Flow - Contains multiple routines with the same context.

Each flow within the pipe runs as a seperate process. Utilizing this correctly will improve the pipes performence.

For example, if you have a pipe that includes multiple CPU heavy operations, it is better to seperate them into different routines within different flows. Doing so will maximize your pipes performence.

Pipe - Controls the different elements and aspects of the system. Contains all flows. Distributing events through all components.

Installation

We publish PipeRT2 as PipeRT package in PyPi.

Run pip3 install PipeRT for installing the official PipeRT2 stable version.

Getting Started

For example, we're going to create a pipe which contains simple flows with very simple routines.

The First step is to create a 'FPSRoutine', which will be responsible for generating data inside our pipeline. We create the source class that generates data:

from pipert2 import FPSRoutine

class GenerateData(FPSRoutine):

    def main_logic(self) -> dict:
        return {
            "value": "example"
        }

Then we create the destination routine (which is also FPSRoutine) to store (in our case print) the pipeline's result:

from pipert2 import FPSRoutine

class PrintResult(FPSRoutine):

    def main_logic(self, data: dict) -> None:
        print(data["value"])

Now we create new pipe that contains a flow made by those two routines:

from pipert2 import Pipe, QueueNetwork
from pipert2.utils.consts.event_names import START_EVENT_NAME, KILL_EVENT_NAME

# Creating the pipe.
example_pipe = Pipe()

# Create an instance of each routine.
generate_data_routine = GenerateData()
print_result_routine = PrintResult()

# Create a flow with the required routines.
example_pipe.create_flow("example_flow", True, generate_data_routine, print_result_routine)

# Build the pipe.
example_pipe.build()

# Run the pipe.
example_pipe.notify_event(START_EVENT_NAME)

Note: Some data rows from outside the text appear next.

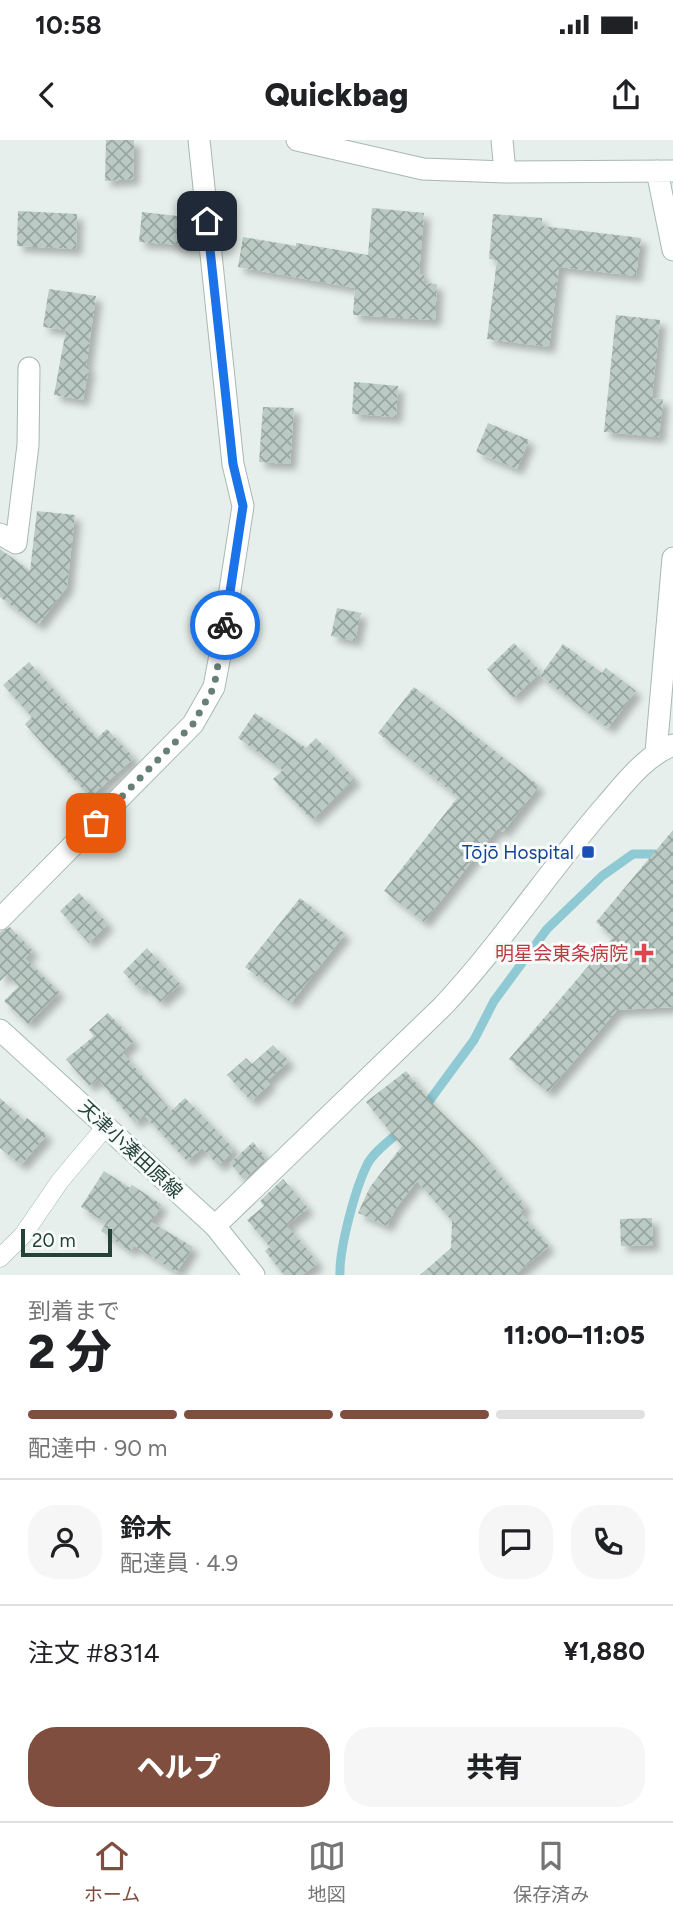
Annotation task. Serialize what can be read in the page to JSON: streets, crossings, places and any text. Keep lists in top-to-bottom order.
{
  "streets": {
    "street": ["天津小湊田原線"]
  },
  "places": {
    "transit": ["Tōjō Hospital"],
    "health": ["明星会東条病院"]
  },
  "scale_bar": "20 m",
  "page": {
    "status": "10:58",
    "header": "Quickbag",
    "scale": "20 m",
    "heading": ["2 分", "到着まで", "11:00–11:05"],
    "panel": [
      "鈴木",
      "配達員 · 4.9",
      "注文 #8314",
      "¥1,880"
    ],
    "bar": "配達中 · 90 m",
    "buttons": ["ヘルプ", "共有"],
    "tabs": ["ホーム", "地図", "保存済み"]
  }
}
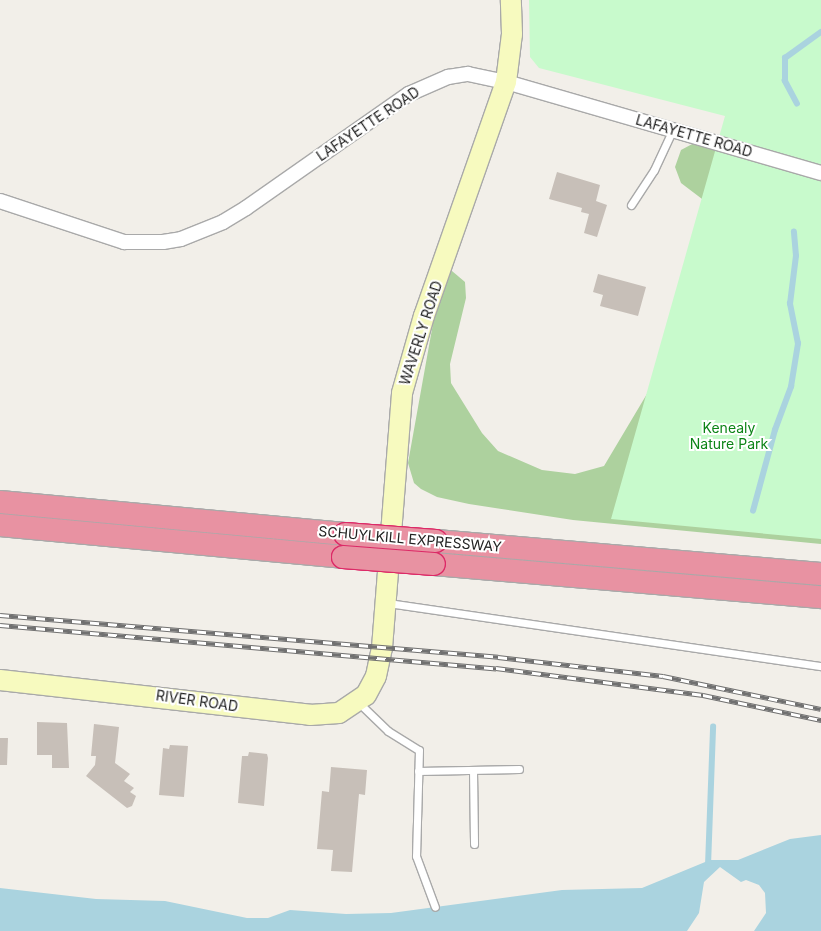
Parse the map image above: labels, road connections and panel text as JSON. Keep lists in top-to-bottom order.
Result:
{
  "streets": {
    "highway": ["SCHUYLKILL EXPRESSWAY"],
    "street": ["LAFAYETTE ROAD", "WAVERLY ROAD", "RIVER ROAD"]
  },
  "crossings": [
    ["LAFAYETTE ROAD", "WAVERLY ROAD"],
    ["WAVERLY ROAD", "RIVER ROAD"]
  ],
  "parks": ["Kenealy Nature Park"]
}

# Force all the pipe's routines stop.
example_pipe.notify_event(KILL_EVENT_NAME)

For connecting routines in a different order we use example_pipe.link function, for example:

example_pipe.create_flow("example_flow", False, generate_data_routine, print_result_routine)
example_pipe.link(Wire(source=generate_data_routine, destinations=(print_result_routine,)))

For triggering an event for a specific flow or routine we add a dictionary of the required specific flows and routines:

  • for example trigger all routines in example_flow:
    example_pipe.notify_event(START_EVENT_NAME, {"example_flow": []})
    
  • for example trigger specific routines in example_flow:
    example_pipe.notify_event(START_EVENT_NAME, {"example_flow": [generate_data_routine.name, print_result_routine.name]})  
    

Custom Data Types

Instead of using the Data class to pass arguments throughout the pipe's routines, you can create custom class that will inherit from Data with your own parameters.

For example:

class Example(Data):
    def __init__(self):
        self.custom_param = "custom param"

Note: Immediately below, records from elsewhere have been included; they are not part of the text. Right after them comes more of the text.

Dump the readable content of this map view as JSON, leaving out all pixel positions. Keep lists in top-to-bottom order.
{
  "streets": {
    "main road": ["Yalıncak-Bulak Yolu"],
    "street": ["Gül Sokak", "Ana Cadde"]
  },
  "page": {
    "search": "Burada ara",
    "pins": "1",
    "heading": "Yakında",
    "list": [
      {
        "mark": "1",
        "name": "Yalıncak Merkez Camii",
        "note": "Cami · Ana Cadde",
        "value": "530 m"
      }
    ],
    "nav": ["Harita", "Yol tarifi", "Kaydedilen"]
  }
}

class SrcRoutine(FPSRoutine):
    def main_logic(self) -> Example:
        return Example()

class MidRoutine(FPSRoutine):
    def main_logic(self, example: Example) -> Example:
        print(example.custom_param) // output -> "custom param"
        example.custom_param = "change"
        
        return example

class DstRoutine(FPSRoutine):
    def main_logic(self, example):
        print(example.custom_param) // output -> "change"

Advanced

The Routine

When inhereting the base routine class, there are 3 main functions to extend upon.

###The first:

main_logic

  1. The main_logic function acts as the core of the routine. Each routine has to implement this method in order for it to work.
  2. The main_logic function occurs each time new data is being received from another routine. A routine that generates data will have its main_logic executed whenever possible.
  3. The main_logic function can serve a few purposes according to the routines need:
    1. It can receive data from another routine which is linked to current routine
    2. It can generate new data and send it to another routine
    3. It can get data and return nothing (f.e - saving to file/send to remote API/etc..)
def main_logic(self, data: Data = None) -> Optional[Data]:    

###The second:

setup

The setup function of a routine happens right before the routine starts working.
The setup function should be used to set a starting state for your routine.
For example: opening a file, setting up a socket for a stream, resetting attributes of the routine, etc...

###The third:

cleanup

The cleanup function acts as the counterpart to the setup.
The cleanup function should be used to clean any resources left used by the routine.
For example: releasing a file reader, closing a socket, etc...

The Events Mechanism

Events within the pipe can change its behaviour in real time. Events can be called with the Pipe or Routine objects using the notify_event function in the following syntax:

# Notifies all of the flows within the pipe with the given event.
example_pipe.notify_event(<Event_name>)

# Notifies a specific flow or flows with the given event.
example_pipe.notify_event(<Event_name>, {<Flow_name1>: [], <Flow_name2>: []...})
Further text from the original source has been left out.